Attempt at Planetshine

On June 1, 2014, it was predicted to be a clear night. It was also predicted, by my Clear Sky Chart app, that the planets would be aligned just right so that you could see four of the five visible planets in the evening sky. Mercury would  be closest to setting, then Jupiter, then Mars, then Saturn. It would’ve made a nice image. Therefore I went to an elevated area to try and image it.


My telescope in the evening sky

My telescope in the evening sky

I had to go through various weeds to get to the right location. However, contrary to the Clear Sky Chart app, there were clouds in the sky blocking my view. It was disheartening to see those clouds in the sky despite a prediction of a clear sky. I stayed a bit to see if the clouds would clear, fighting off mosquitoes at the same time. However, it became apparent to me that the sky wouldn’t clear in time. I then tried to take a few four-minute exposure images of the Moon to get a few moonshine images, however, those images turned out to be a bit unclear and unfocused. That trip turned out to be quite a waste. However, I didn’t want to call it a night yet.


The Moon at dusk

Later that night, the sky cleared up, and I decided to take a few long exposure images of the Moon to try and get the planetshine effect on the Moon. In a crescent Moon, the the majority of the Moon is dark, due to its position relative to the sun. However, it is not completely dark. If someone aimed a camera at the moon and collect enough light, one could see the darkened side of the Moon. That is because the Earth reflects sunlight as well. The light collected from reflected light from the Earth is called Planetshine or Earthshine in the case of Earth. It can make for a unique picture of the Moon. I was able to take a few pictures of the Moon with the Earthshine visible. However, I have yet to stack the images. Here are two image I took:


Crescent Moon


Earthshine visible on the Moon.


After I got those photoes, I decided to finally call it a night.
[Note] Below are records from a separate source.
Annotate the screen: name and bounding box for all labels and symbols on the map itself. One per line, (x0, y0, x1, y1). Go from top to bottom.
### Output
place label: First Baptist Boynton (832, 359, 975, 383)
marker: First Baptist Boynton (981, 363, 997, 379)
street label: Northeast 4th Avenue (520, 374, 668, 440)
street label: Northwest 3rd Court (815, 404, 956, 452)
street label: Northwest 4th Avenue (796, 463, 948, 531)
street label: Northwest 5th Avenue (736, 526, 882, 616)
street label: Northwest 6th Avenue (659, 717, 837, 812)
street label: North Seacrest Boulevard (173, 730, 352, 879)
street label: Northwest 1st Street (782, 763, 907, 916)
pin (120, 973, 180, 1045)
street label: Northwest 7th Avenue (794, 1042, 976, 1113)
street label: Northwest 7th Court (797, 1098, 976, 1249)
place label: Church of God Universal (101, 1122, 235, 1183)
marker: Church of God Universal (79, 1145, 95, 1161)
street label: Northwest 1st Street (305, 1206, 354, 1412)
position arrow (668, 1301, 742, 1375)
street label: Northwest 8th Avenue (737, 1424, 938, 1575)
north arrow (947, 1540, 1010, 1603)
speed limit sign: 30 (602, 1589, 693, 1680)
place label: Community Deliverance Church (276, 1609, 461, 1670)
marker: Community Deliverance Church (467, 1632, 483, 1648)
I brought all my equipment inside and got some rest. While I have been taking potentially great photoes, I have yet to co-add them and see the final result. In order to move forward, I need to find an effective way to co-add images, convert RAW image files to TIFF or JPG files, and produce phenomenal images. Once I can master that, then I can move forward. I hope I can do that one day. Until then, I will keep doing what I do. Wish me luck!


The Old Moon in the New Moon’s Cradle

Hi everyone,

Happy New Year to everyone and Merry Armenian Christmas (January 6th) to all my Armenian friends.

On January 3rd, as the sun set, I noticed in the navy blue sky, that a thin crescent moon was visible in the sky. Therefore, I decided to take my telescope out and take images of the moon.

For Christmas, I got nice additions to my telescope: a new T-Ring and T-adapter for use with DSLR cameras. Therefore, I decided to take the photos using my brother’s DSLR camera, which was a Canon EOS D60.

I took my telescope out in the bitter cold night at -16 degrees celsus, and quickly got it set up aligning it to the crescent moon. Looking at the crescent moon, I saw a small portion of a mare, and many craters on the lower part of the crescent. It was beautiful. Since I was using a DSLR camera, I could take long exposure images, which I could not do using my CCD imager. With that feature, I have the ability to obtain different kinds of pictures of the different bodies of the solar system. I quickly went about taking the photo.

I experimented with the exposure setting, and tried to figure out how to eliminate the wobble that I created by pressing the shutter button. Eventually, I found the right setting for the image and captured a fair number of images of the moon. The moon captured in my images were two second exposure photos with the other settings set to auto. It showed the lit portion of the moon completely white due to the collection of light from the moon, and the dark portion dimly lit. The reason that happened is because the Earth also reflects the sunlight that it receives from the Sun. The reflected sunlight travels to all different directions, and a certain amount of the sunlight hits the moon. This phenomenon is called Planetshine, and it creates this photographic phenomenon called, “The Old Moon in the New Moon’s Cradle.” It is a unique sight for those who know how to find and capture it.

Below is a comparison of the crescent moon and the Old Moon in the New Moon’s Cradle.


The Crescent Moon


The Old Moon in the New Moon’s Cradle

After the Moon set below a row of houses, out of my sight, I decided to focus my attention on Jupiter. It would be reaching opposition the next day, which means it would begin moving backwards relative to the Celestial Sphere, it orbits closest to the Earth, which makes it seem closer than it actually is, and it is visible all night, much like a Full Moon. Since the next day was predicted to be cloudy, I decided to look at it now.

Looking at Jupiter through the DSLR camera was a different (no, difficult!) experience than through the eye piece. Jupiter looked quite over-exposed. Any attempt to take a long exposure image of Jupiter failed as the camera wobbled too much and my telescope tracking feature was not doing a good job at keeping the image still. I didn’t have enough technique to take a good image at that time.

As a result, I decided to pack it in for the night. I took all my equipment inside and got warm by the fire. It would usually be over for the night, but the sky was still clear, and I felt the need to take my telescope out once more. Therefore, I did just that.